Responding directly on that point, the Log Cabin Republicans cited a news article in the Army Times last week indicating that no discharges have been made under “don’t ask/don’t tell” since the change in policy on Oct. 21.  That change, the advocacy group’s brief contended, “is inconsistent with the government’s argument here that delaying discharges pending appeal would cause injuries that merit retention of the stay in full.”
While the challengers to the policy want it to be blocked in all respects, they have urged the Court, as an alternative, at least to stop any further discharges while the case continues in the courts.
The reply brief also sought to counter other government arguments, including the assertion that the Supreme Court would not be likely in the future to review the constitutional case over the gay ban. There is already a conflict in the appeals courts over the standard to be used in judging the constitutionality of the 1993 law, the brief noted. Moreover, it said, the Court “has had few opportunities” to spell out the scope of constitutional protection for gays and lesbians since its landmark ruling in Lawrence v. Texas in 2003 expanding that protection.
The government’s brief had argued that the Court has denied review of a challenge to “don’t ask/don’t tell” since issuing its Lawrence decision — the denial on June 8 last year of the First Circuit Court’s ruling in Cook v. Gates. (When the petition was denied, the case was titled Pietrangelo v. Gates, because most of the other parties in that case had opposed taking the case to the Supreme Court and, in fact, urged the Court to deny review.)
The Log Cabin Republicans’ reply brief Friday said that the Justices’ review of that case was opposed by the other challengers based on the argument that the Court should await the development of a full factual record at a trial on the policy’s constitutionality. “This case now has a fully developed factual record,” the brief said.
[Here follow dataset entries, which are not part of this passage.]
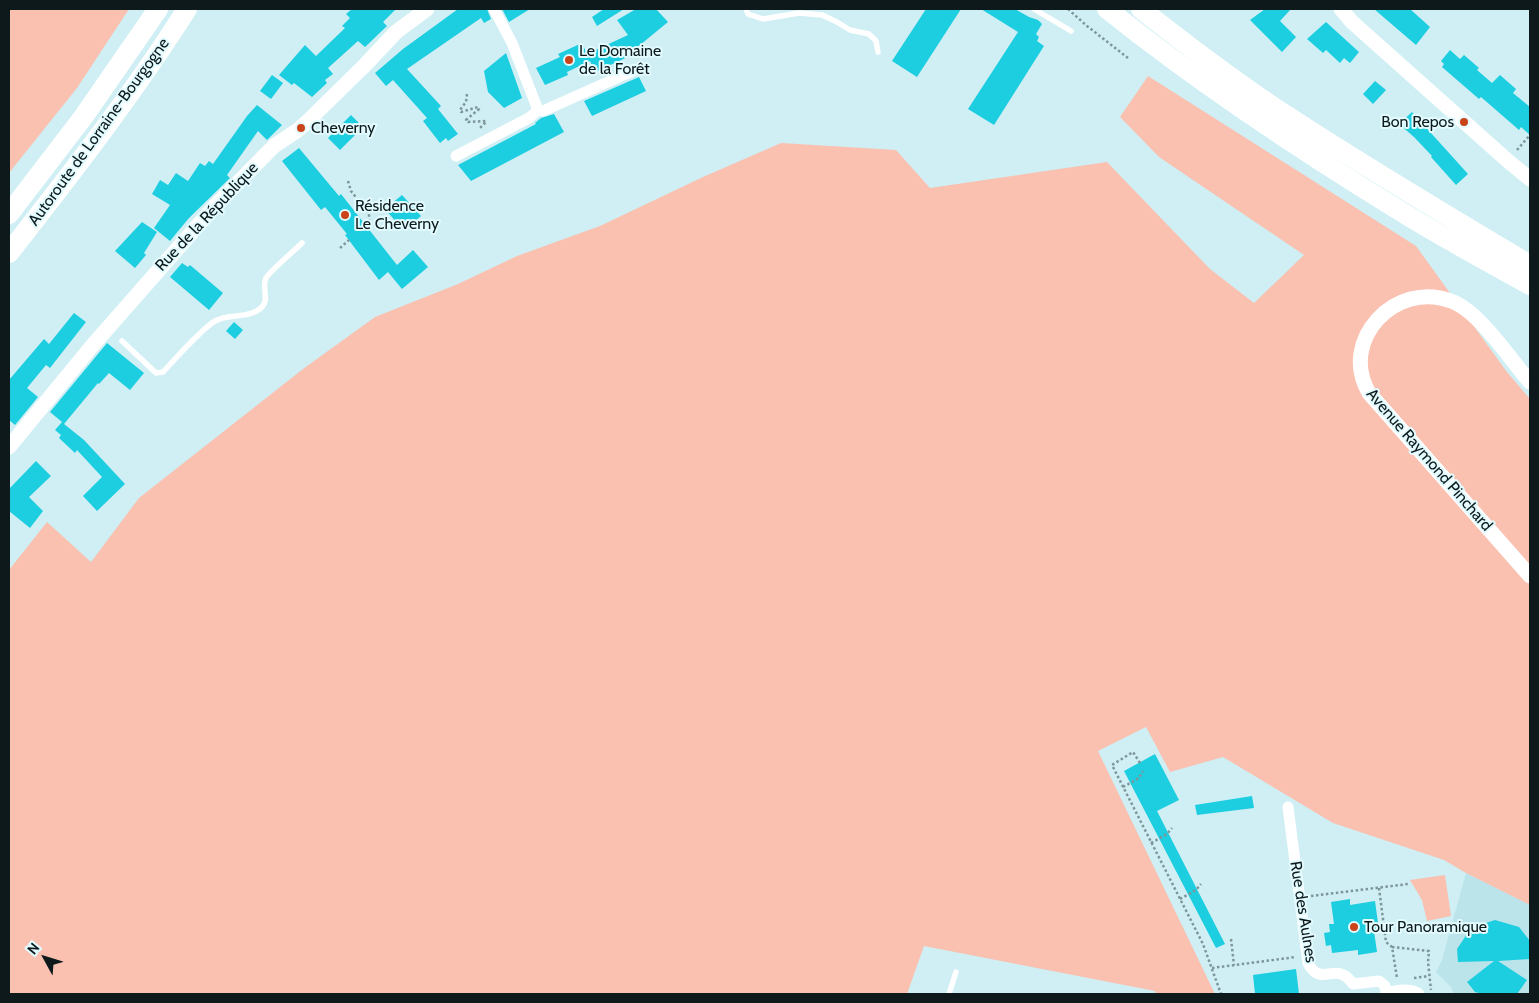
<!DOCTYPE html>
<html>
<head>
<meta charset="utf-8">
<style>
	body { margin:0 }
	#map { position:relative; width:1539px; height:1003px; overflow:hidden; background:#cfeff4; font-family:Cabin,sans-serif }
	canvas { display:block }
	.frame { position:absolute; inset:0; border:10px solid #0d191b; pointer-events:none }
	.north { position:absolute; left:20px; top:933px; width:50px; height:50px; -webkit-text-stroke:4px #e2fbff; paint-order:stroke; rotate:309deg; font-size:14px; font-weight:700; line-height:20px; text-align:center; color:#0d191b }
	.north::after { content:''; display:block; margin:auto; width:18px; height:22px; background:#0d191b; clip-path:polygon(50% 0,100% 100%,50% 72%,0 100%) }
</style>
</head>
<body>
<div id="map">
<canvas width="1539" height="1003"></canvas>
<div class="frame"></div>
<div class="north">N</div>
</div>
<script>
const context = document.querySelector('canvas').getContext('2d');
context.lineJoin = 'round';
function fill(path, color) {
  context.fillStyle = color;
  context.fill(path, 'evenodd');
}
function strokePath(path, color, width, dash) {
  context.strokeStyle = color;
  context.lineWidth = width;
  context.lineCap = dash ? 'butt' : 'round';
  context.setLineDash(dash || []);
  context.stroke(path);
}
function label(font, color, halo, rows, align = 'center') {
  context.font = font + ' Cabin,sans-serif';
  context.lineWidth = 4;
  context.setLineDash([]);
  context.textBaseline = 'middle';
  context.strokeStyle = halo;
  context.fillStyle = color;
  for (const [text, x, y, turn = 0] of rows) {
    context.save();
    context.translate(x, y);
    context.rotate((+turn || 0) * Math.PI / 180);
    context.textAlign = isNaN(turn) ? turn : align;
    if (halo) context.strokeText(text, 0, 0);
    context.fillText(text, 0, 0);
    context.restore();
  }
}
fill(new Path2D(`
	M1466 873 1530 905V994H1454L1451 987 1436 972 1442 960Z`), '#bbe4ea');
fill(new Path2D(`
	M9 9H129L77 88 9 173Z
	M1148 76 1416 246 1507 372 1530 399V905L1466 873 1444 860 1333 823 1223 757 1170 772 1146 727 1098 751 1215 994H1156L1155 991 924 946 907 994H9V570L47 522 91 562 139 498 303 369 375 317 458 284 517 256 600 226 703 177 781 143 896 150 930 188 1107 162 1210 269 1254 303 1304 255 1159 157 1120 117Z
	M1445 875 1451 916 1427 921 1422 900 1410 880Z`), '#fac0b0');
fill(new Path2D(`
	M352 9H396L383 22 387 26 365 47 358 41 328 68 333 74 325 80 327 83 312 97 294 83 292 85 279 75 305 45 316 56 345 28 342 26 350 18 346 14Z
	M458 9H487L491 19 484 23 481 18 407 69 441 106 438 109 458 134 448 141 446 138 440 143 423 121 427 118 393 80 386 86 375 73 403 49Z
	M502 9H530L509 22Z
	M604 9H624L597 26 592 17Z
	M636 9H656L668 22 629 54 630 56 595 72 590 61 567 72 568 75 545 85 536 68 560 57 558 54 582 43 587 54 628 35 617 20Z
	M926 9H961L917 77 892 61Z
	M981 9H1015L1029 17 1038 20 1042 24 1036 34 1039 37 1037 41 1044 46 994 125 968 109 1018 32Z
	M1265 9H1291L1280 21 1296 37 1282 52 1250 20Z
	M1374 9H1410L1430 27 1416 45Z
	M1326 22 1359 52 1350 63 1344 58 1340 63 1326 50 1323 53 1307 39Z
	M1450 50 1460 59 1464 55 1479 68 1477 70 1492 83 1500 75 1516 89 1513 93 1530 107V135L1521 127 1519 130 1481 97 1479 99 1442 67 1444 64 1441 61Z
	M506 53 522 98 504 108 488 92 484 71Z
	M272 75 283 83 271 99 260 91Z
	M639 77 646 91 592 116 584 101Z
	M1375 81 1386 90 1373 104 1363 94Z
	M257 105 282 125 267 140 258 131 227 175 230 178 189 218 170 241 154 228 170 205 152 194 160 180 168 185 176 173 188 181 200 163 205 166 209 161 213 164 247 116Z
	M1412 112 1468 174 1456 185 1431 157 1432 156 1414 137 1399 124Z
	M554 114 564 132 471 181 458 165 536 124 535 123 541 118Z
	M351 115 363 127 340 150 328 138Z
	M299 148 339 196 341 194 397 265 413 250 428 267 402 289 388 272 379 280 345 235 347 234 325 207 321 210 282 161Z
	M402 195 421 216 404 231 385 209Z
	M142 222 157 232 144 253 146 255 135 268 115 251Z
	M182 263 188 267 190 265 223 293 209 310 170 277Z
	M74 313 86 322 50 368 46 365 27 388 38 397 15 425 9 420V380L44 339 49 344Z
	M234 322 243 330 235 339 226 331Z
	M107 343 144 373 130 390 109 373 99 384 98 383 64 424 84 440 125 484 97 511 83 496 102 477 77 450 75 453 59 438 61 435 55 430 62 422 50 412Z
	M36 461 51 476 29 497 43 511 30 528 9 511V489Z
	M1155 754 1179 800 1157 811 1225 944 1216 948 1124 771Z
	M1252 796 1254 808 1197 815 1195 805Z
	M1350 899V905L1375 901 1379 930 1374 931 1377 952 1358 955V950L1332 953 1331 945 1326 946 1324 933 1330 932 1329 924H1334L1331 902Z
	M1495 920 1519 927 1530 941V959L1498 961 1527 980 1517 994H1483L1475 992 1467 982 1494 961 1458 962 1457 949 1471 928Z
	M1296 969 1299 994H1255L1253 975Z`), '#1dcde0');
strokePath(new Path2D(`
	M1068 9 1087 26 1128 58
	M467 94 466 102 460 110 461 112 478 107 479 109 466 120 468 122 486 121V122L479 129
	M1517 150 1530 135
	M348 181 351 191 369 214V221L366 226
	M340 248 349 240
	M1140 763 1133 752 1112 765 1203 944 1221 994
	M1123 787 1139 778 1143 771
	M1151 843 1167 834 1172 828
	M1379 888 1386 942 1392 947 1397 978
	M1311 896 1408 884
	M1180 899 1196 890 1201 884
	M1231 939 1234 965
	M1392 947 1429 951 1428 962 1431 990
	M1212 968 1296 957
	M1414 978 1429 976`), '#7e969a', 2.5, [2.5, 2.5]);
strokePath(new Path2D(`
	M746 9 748 14 763 19 799 13 822 15 837 22 850 30 869 34 876 41 878 52
	M1034 9 1071 31
	M122 341 156 373 163 372C177 357 196 335 212 323 226 312 249 320 262 307 270 298 261 288 266 278 269 272 295 250 302 243
	M949 994 956 972`), '#fff', 5.5);
strokePath(new Path2D(`
	M494 9 512 43 538 110
	M538 110 543 111 637 69
	M456 156 529 118 538 110
	M1288 807 1308 963C1321 989 1336 959 1353 984L1379 981 1385 986 1386 992C1397 991 1410 987 1419 994`), '#fff', 11);
strokePath(new Path2D(`
	M1341 9 1352 22 1508 161 1530 179
	M1530 382C1511 360 1478 310 1451 301 1396 280 1338 340 1369 393L1530 576
	M9 447 92 346 215 206 274 146 298 130 309 120 366 64 396 32 427 9`), '#fff', 15);
strokePath(new Path2D(`
	M1107 9C1201 84 1302 151 1405 214 1446 239 1488 262 1530 285
	M1141 9C1184 43 1229 77 1275 108 1359 163 1444 214 1530 265
	M9 214 84 116 158 9
	M9 253C71 174 133 94 187 9`), '#fff', 20);
for (const [x, y, r, color] of [
	[569,60,5,"#cb4319"],
	[1464,122,5,"#cb4319"],
	[301,128,5,"#cb4319"],
	[345,215,5,"#cb4319"],
	[1354,927,5,"#cb4319"]
]) {
  const dot = new Path2D();
  dot.arc(x, y, r, 0, 2 * Math.PI);
  context.fillStyle = color;
  context.fill(dot);
  strokePath(dot, '#e2fbff', 2);
}
label('16px', '#0d191b', '#e2fbff', [
	["Le Domaine",579,51],
	["de la Forêt",579,69],
	["Bon Repos",1454,122,"right"],
	["Cheverny",311,128],
	["Résidence",355,206],
	["Le Cheverny",355,224],
	["Tour Panoramique",1364,927]
], 'left');
label('16px', '#0d191b', '#e2fbff', [
	["Autoroute de Lorraine-Bourgogne",99,132,-54],
	["Rue de la République",207,217,-47],
	["Avenue Raymond Pinchard",1429,460,49],
	["Rue des Aulnes",1303,912,81]
]);
</script>
</body>
</html>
When the Pietrangelo petition was before the Court, Elena Kagan, then U.S. Solicitor General, opposed review, saying that case was “an unsuitable vehicle” for the Court to use to review “don’t ask/don’t tell.”  Kagan, of course, is now a member of the Supreme Court. Kagan was not yet in office as Solicitor General in February 2009 when the Obama Administration asked the Supreme Court to give it more time to pursue an appeal of a major Ninth Circuit Court ruling on the policy — the Circuit Court’s ruling in Witt v. Department of the Air Force. Although the Administration was given until May to file such a petition, it opted not to do so. Kagan was sworn in as Solicitor General on March 20, 2009. She apparently took part in the government decision at that time not to appeal that case.
It is unknown whether she will feel obliged to recuse from any action the Court takes on the Pentagon policy now or in the future. That could be known when the Court acts on the Log Cabin Republicans’ application.